GIVEN INFORMATION:
= = = = = = =

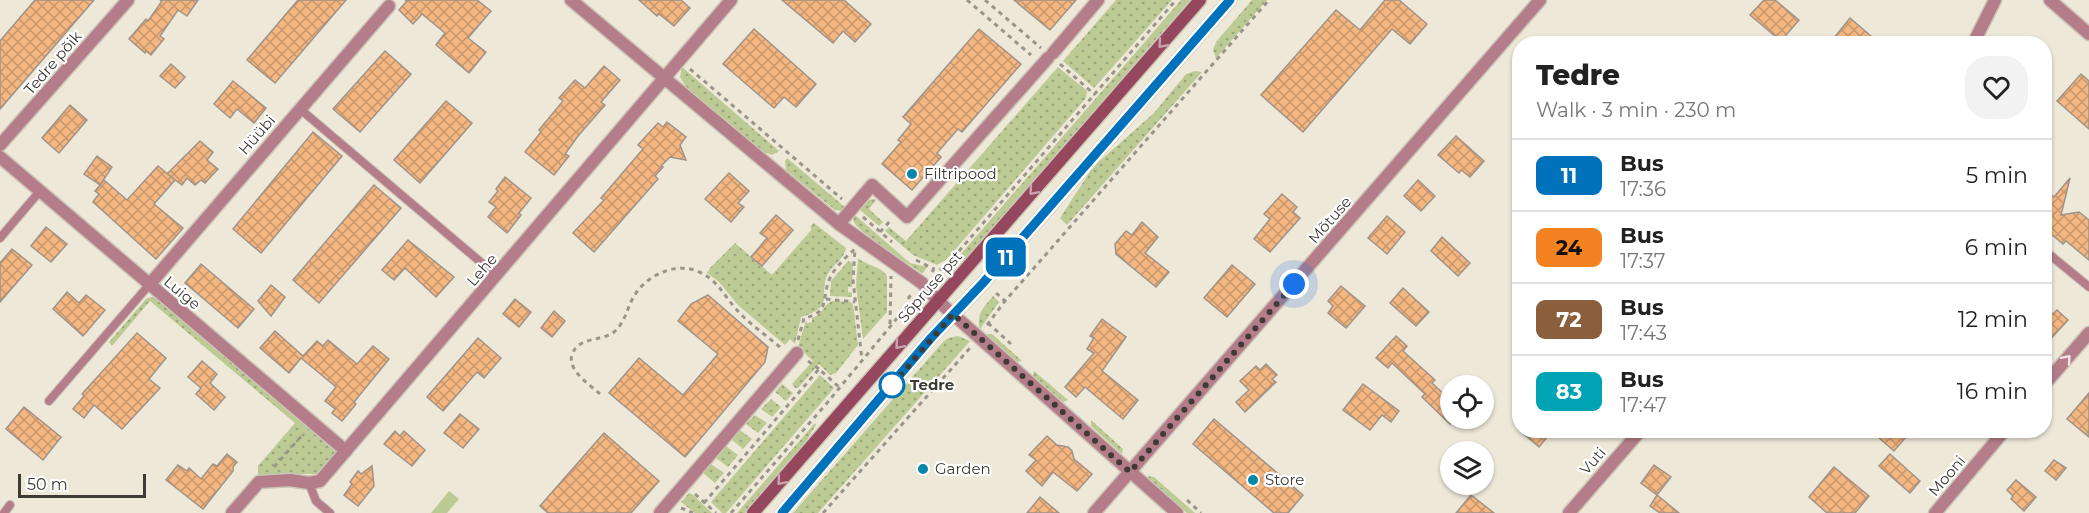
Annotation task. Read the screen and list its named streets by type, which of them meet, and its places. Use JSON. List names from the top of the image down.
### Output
{
  "streets": {
    "main road": ["Sõpruse pst"],
    "street": [
      "Tedre põik",
      "Hüübi",
      "Mõtuse",
      "Lehe",
      "Luige",
      "Vuti",
      "Mooni"
    ]
  },
  "crossings": [
    ["Hüübi", "Luige"],
    ["Lehe", "Luige"]
  ],
  "places": [
    "Filtripood",
    "Tedre",
    "Garden",
    "Store"
  ],
  "lines": ["bus line 11"],
  "scale_bar": "50 m",
  "page": {
    "on_map": "11",
    "heading": ["Tedre", "Walk · 3 min · 230 m"],
    "list": [
      {
        "mark": "11",
        "name": "Bus",
        "note": "17:36",
        "value": "5 min"
      },
      {
        "mark": "24",
        "name": "Bus",
        "note": "17:37",
        "value": "6 min"
      },
      {
        "mark": "72",
        "name": "Bus",
        "note": "17:43",
        "value": "12 min"
      },
      {
        "mark": "83",
        "name": "Bus",
        "note": "17:47",
        "value": "16 min"
      }
    ],
    "scale": "50 m"
  }
}
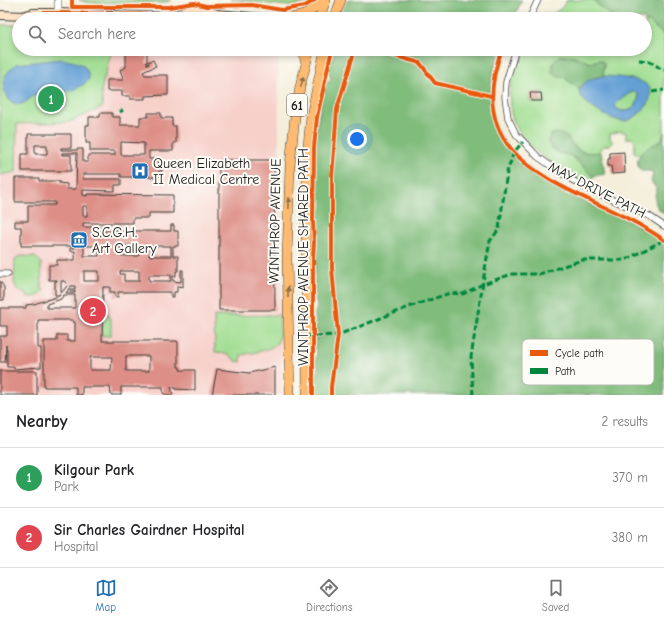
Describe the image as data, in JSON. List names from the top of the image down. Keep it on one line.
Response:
{"streets":{"main road":["61","WINTHROP AVENUE"],"cycle path":["MAY DRIVE PATH","WINTHROP AVENUE SHARED PATH"]},"places":{"hospital":["Queen Elizabeth II Medical Centre"],"museum":["S.C.G.H. Art Gallery"]},"legend":["Cycle path","Path"],"page":{"search":"Search here","pins":["1","2"],"heading":["Nearby","2 results"],"list":[{"mark":"1","name":"Kilgour Park","note":"Park","value":"370 m"},{"mark":"2","name":"Sir Charles Gairdner Hospital","note":"Hospital","value":"380 m"}],"nav":["Map","Directions","Saved"]}}
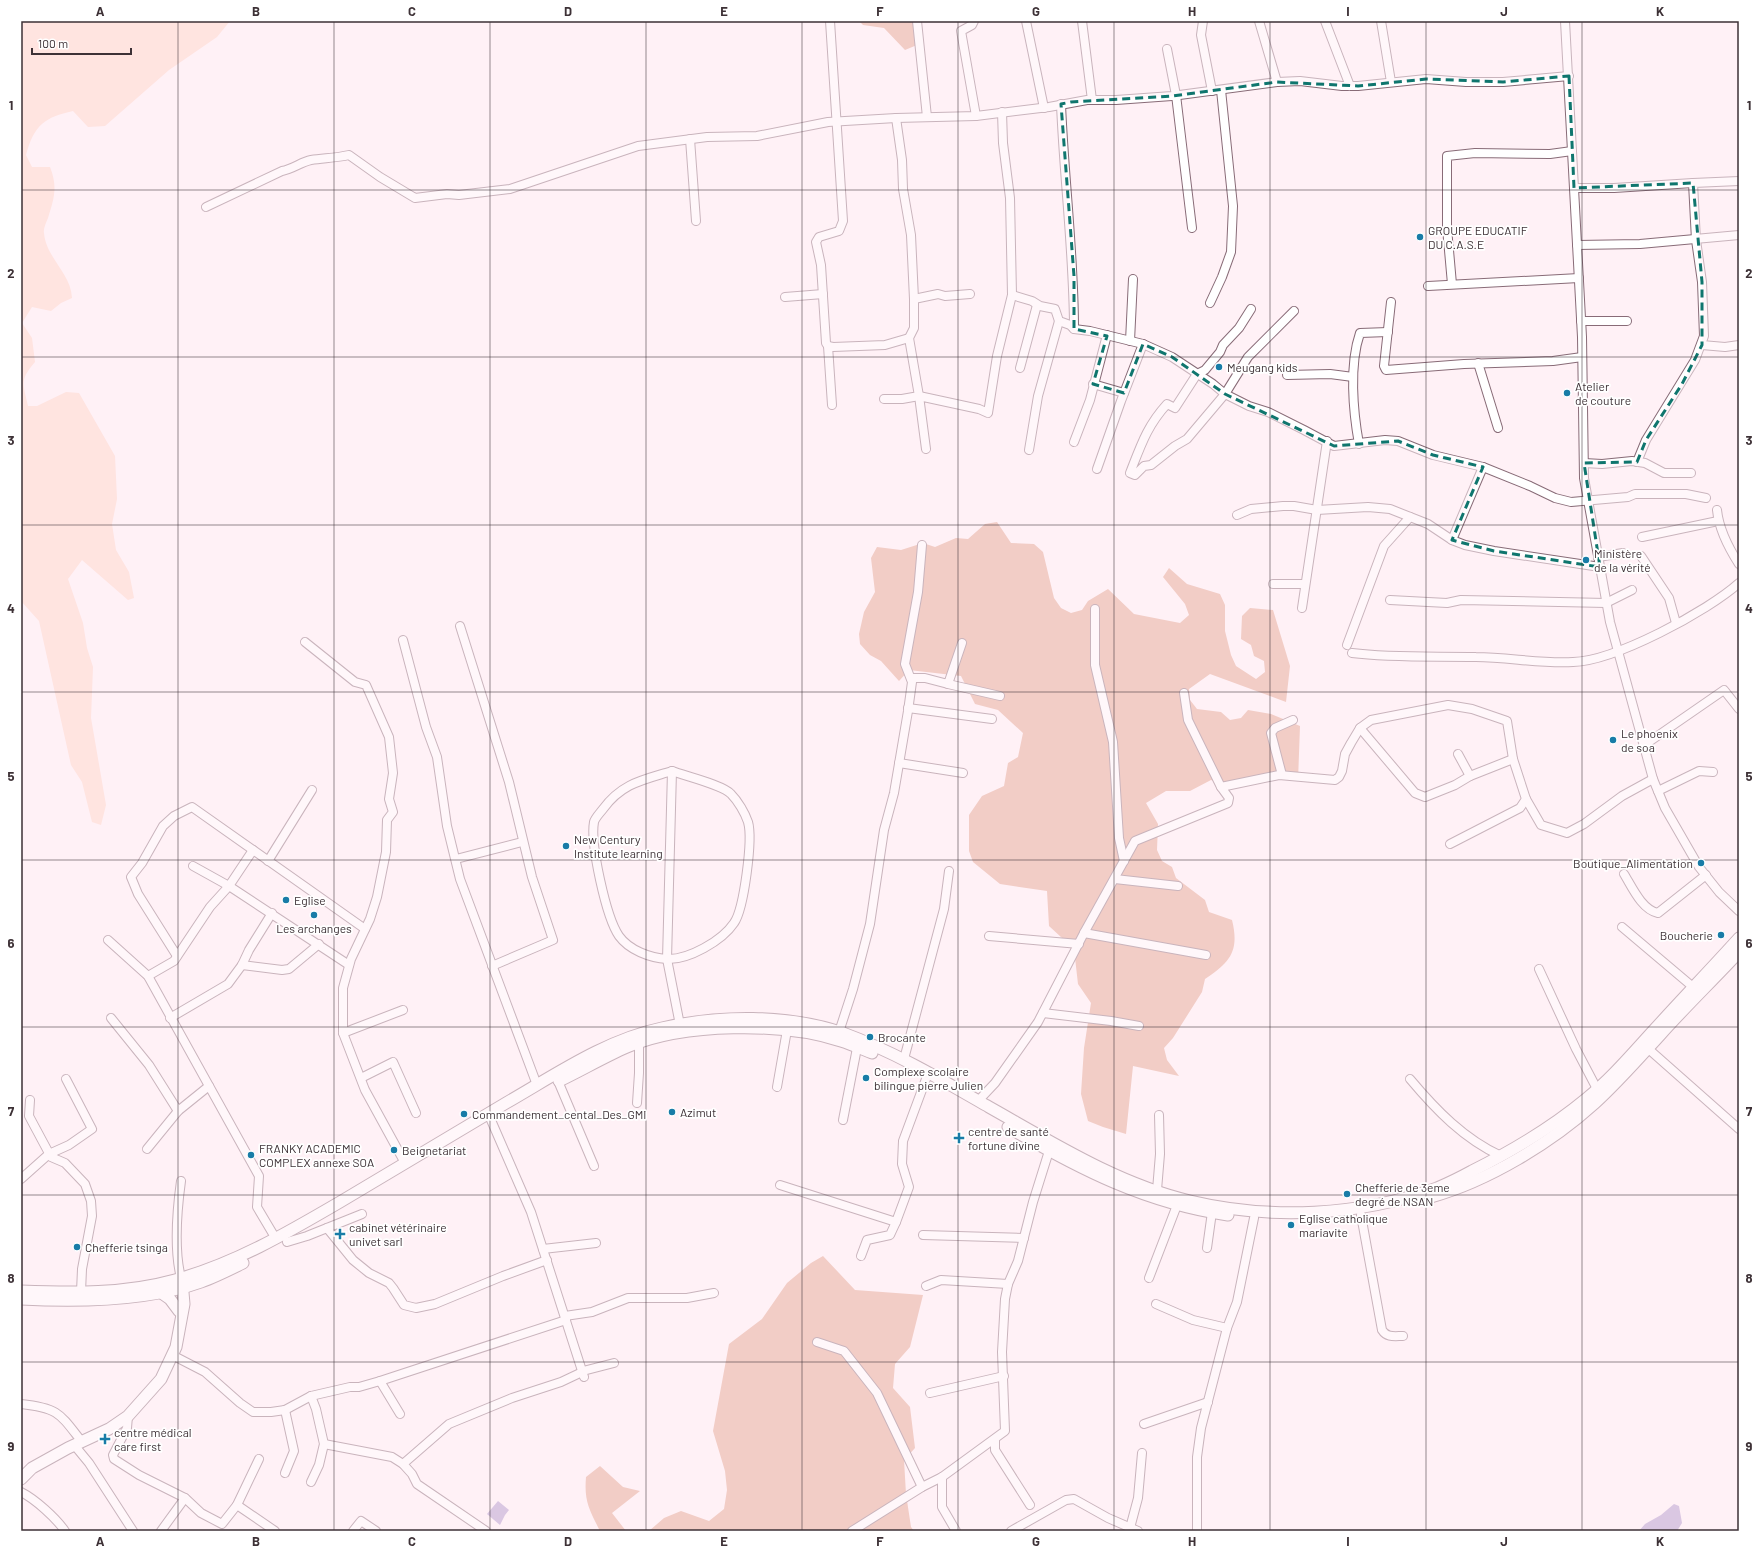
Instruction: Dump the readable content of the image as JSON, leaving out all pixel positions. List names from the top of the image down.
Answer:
{
  "places": {
    "other": [
      "GROUPE EDUCATIF DU C.A.S.E",
      "Meugang kids",
      "Atelier de couture",
      "Ministère de la vérité",
      "Le phoenix de soa",
      "New Century Institute learning",
      "Boutique_Alimentation",
      "Eglise",
      "Les archanges",
      "Boucherie",
      "Brocante",
      "Complexe scolaire bilingue pierre Julien",
      "Azimut",
      "Commandement_cental_Des_GMI",
      "Beignetariat",
      "FRANKY ACADEMIC COMPLEX annexe SOA",
      "Chefferie de 3eme degré de NSAN",
      "Eglise catholique mariavite",
      "Chefferie tsinga"
    ],
    "health": ["centre de santé fortune divine", "cabinet vétérinaire univet sarl", "centre médical care first"]
  },
  "scale_bar": "100 m",
  "grid": {
    "columns": [
      "A",
      "B",
      "C",
      "D",
      "E",
      "F",
      "G",
      "H",
      "I",
      "J",
      "K"
    ],
    "rows": [
      "1",
      "2",
      "3",
      "4",
      "5",
      "6",
      "7",
      "8",
      "9"
    ]
  }
}
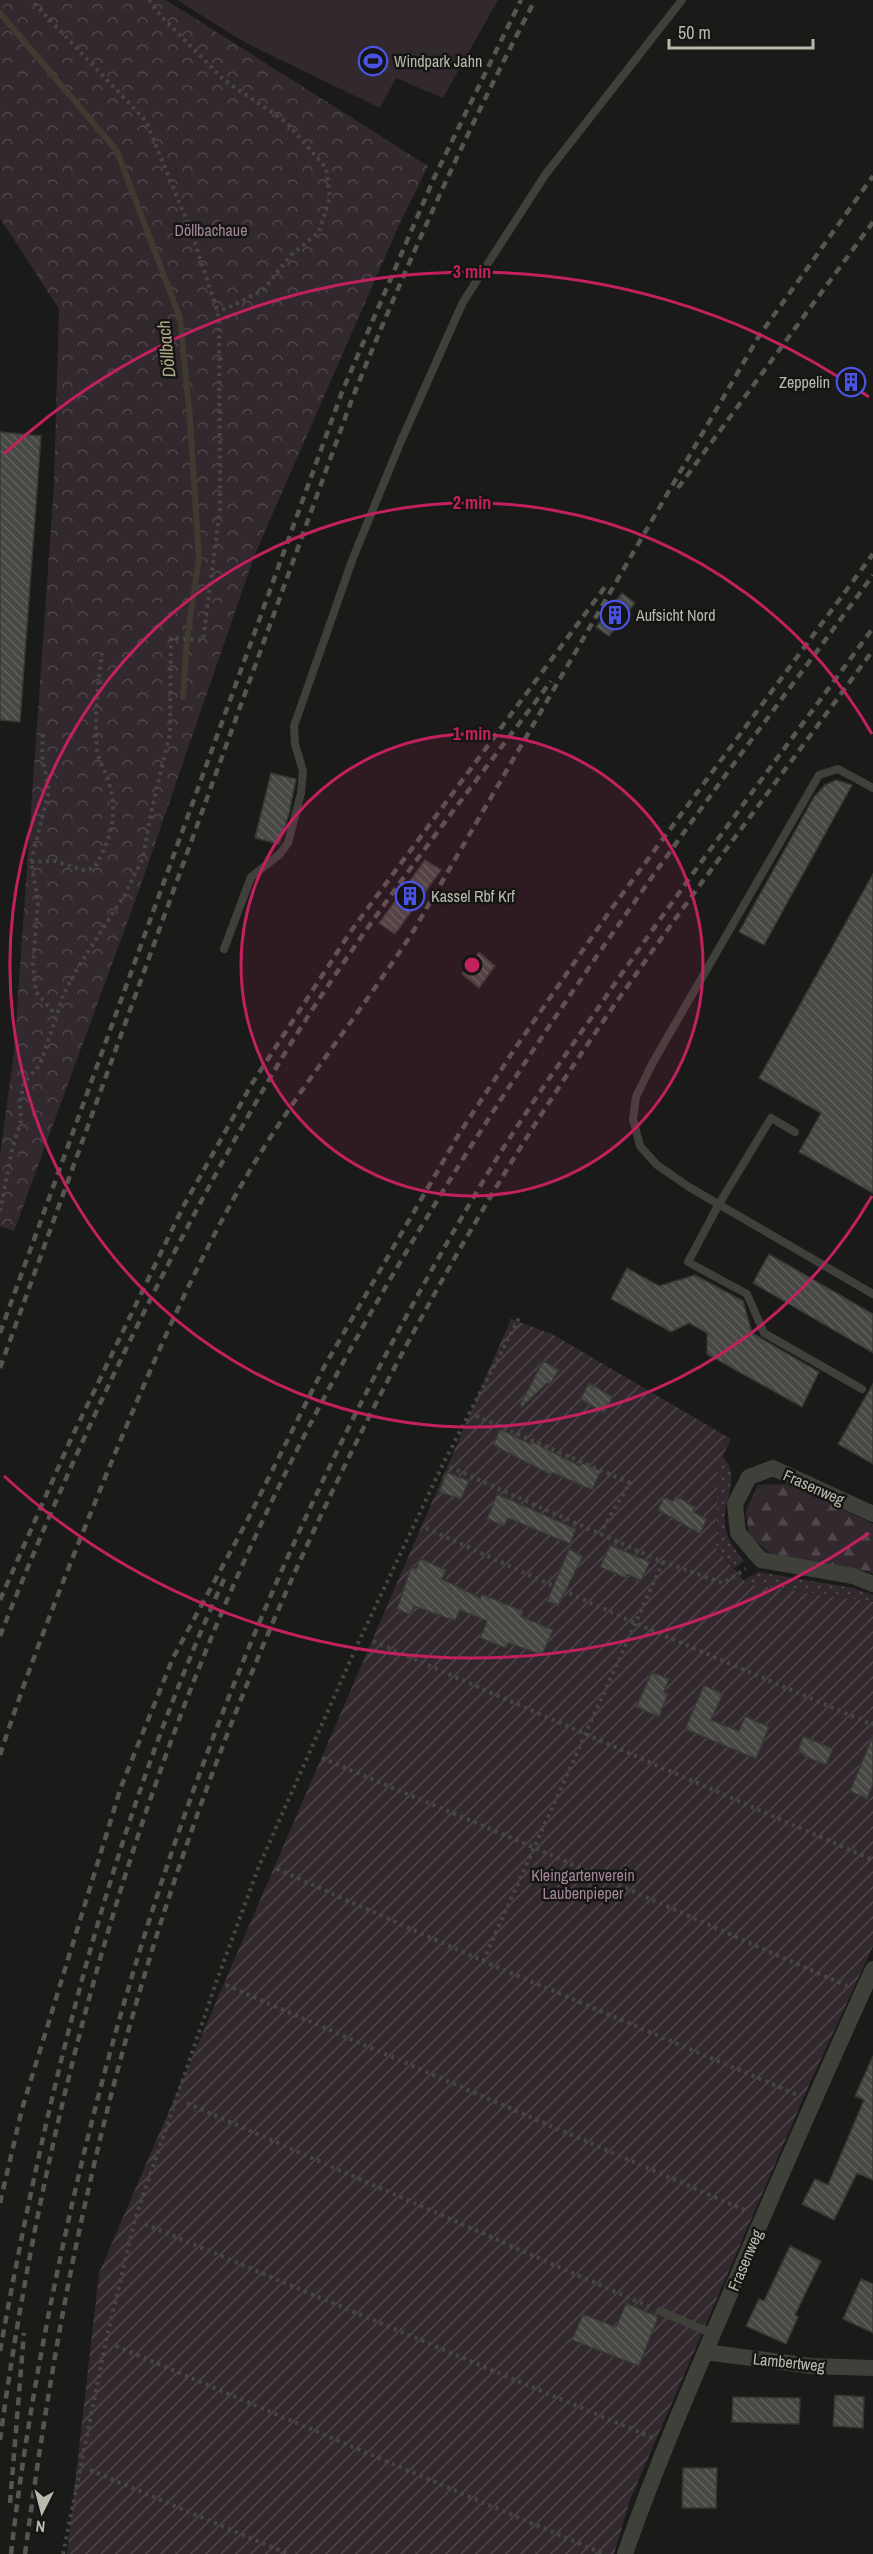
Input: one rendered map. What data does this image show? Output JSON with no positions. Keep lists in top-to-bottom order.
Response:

= = = = = = =

INSTRUCTIONS TO FOLLOW:
Give an exact copy of the listing above that leaves out every picture.

SOLVED PROBLEM:
Annotation task. Read the screen and list its named streets by type, which of them meet, and its places. Use JSON. List names from the top of the image down.
### Output
{
  "streets": {
    "main road": ["Sõpruse pst"],
    "street": [
      "Tedre põik",
      "Hüübi",
      "Mõtuse",
      "Lehe",
      "Luige",
      "Vuti",
      "Mooni"
    ]
  },
  "crossings": [
    ["Hüübi", "Luige"],
    ["Lehe", "Luige"]
  ],
  "places": [
    "Filtripood",
    "Tedre",
    "Garden",
    "Store"
  ],
  "lines": ["bus line 11"],
  "scale_bar": "50 m",
  "page": {
    "on_map": "11",
    "heading": ["Tedre", "Walk · 3 min · 230 m"],
    "list": [
      {
        "mark": "11",
        "name": "Bus",
        "note": "17:36",
        "value": "5 min"
      },
      {
        "mark": "24",
        "name": "Bus",
        "note": "17:37",
        "value": "6 min"
      },
      {
        "mark": "72",
        "name": "Bus",
        "note": "17:43",
        "value": "12 min"
      },
      {
        "mark": "83",
        "name": "Bus",
        "note": "17:47",
        "value": "16 min"
      }
    ],
    "scale": "50 m"
  }
}
Describe the image as data, in JSON. List names from the top of the image down. Keep it on one line.
Response:
{"streets":{"main road":["61","WINTHROP AVENUE"],"cycle path":["MAY DRIVE PATH","WINTHROP AVENUE SHARED PATH"]},"places":{"hospital":["Queen Elizabeth II Medical Centre"],"museum":["S.C.G.H. Art Gallery"]},"legend":["Cycle path","Path"],"page":{"search":"Search here","pins":["1","2"],"heading":["Nearby","2 results"],"list":[{"mark":"1","name":"Kilgour Park","note":"Park","value":"370 m"},{"mark":"2","name":"Sir Charles Gairdner Hospital","note":"Hospital","value":"380 m"}],"nav":["Map","Directions","Saved"]}}
Instruction: Dump the readable content of the image as JSON, leaving out all pixel positions. List names from the top of the image down.
Answer:
{
  "places": {
    "other": [
      "GROUPE EDUCATIF DU C.A.S.E",
      "Meugang kids",
      "Atelier de couture",
      "Ministère de la vérité",
      "Le phoenix de soa",
      "New Century Institute learning",
      "Boutique_Alimentation",
      "Eglise",
      "Les archanges",
      "Boucherie",
      "Brocante",
      "Complexe scolaire bilingue pierre Julien",
      "Azimut",
      "Commandement_cental_Des_GMI",
      "Beignetariat",
      "FRANKY ACADEMIC COMPLEX annexe SOA",
      "Chefferie de 3eme degré de NSAN",
      "Eglise catholique mariavite",
      "Chefferie tsinga"
    ],
    "health": ["centre de santé fortune divine", "cabinet vétérinaire univet sarl", "centre médical care first"]
  },
  "scale_bar": "100 m",
  "grid": {
    "columns": [
      "A",
      "B",
      "C",
      "D",
      "E",
      "F",
      "G",
      "H",
      "I",
      "J",
      "K"
    ],
    "rows": [
      "1",
      "2",
      "3",
      "4",
      "5",
      "6",
      "7",
      "8",
      "9"
    ]
  }
}
Input: one rendered map. What data does this image show? Output JSON with no positions. Keep lists in top-to-bottom order.
Response:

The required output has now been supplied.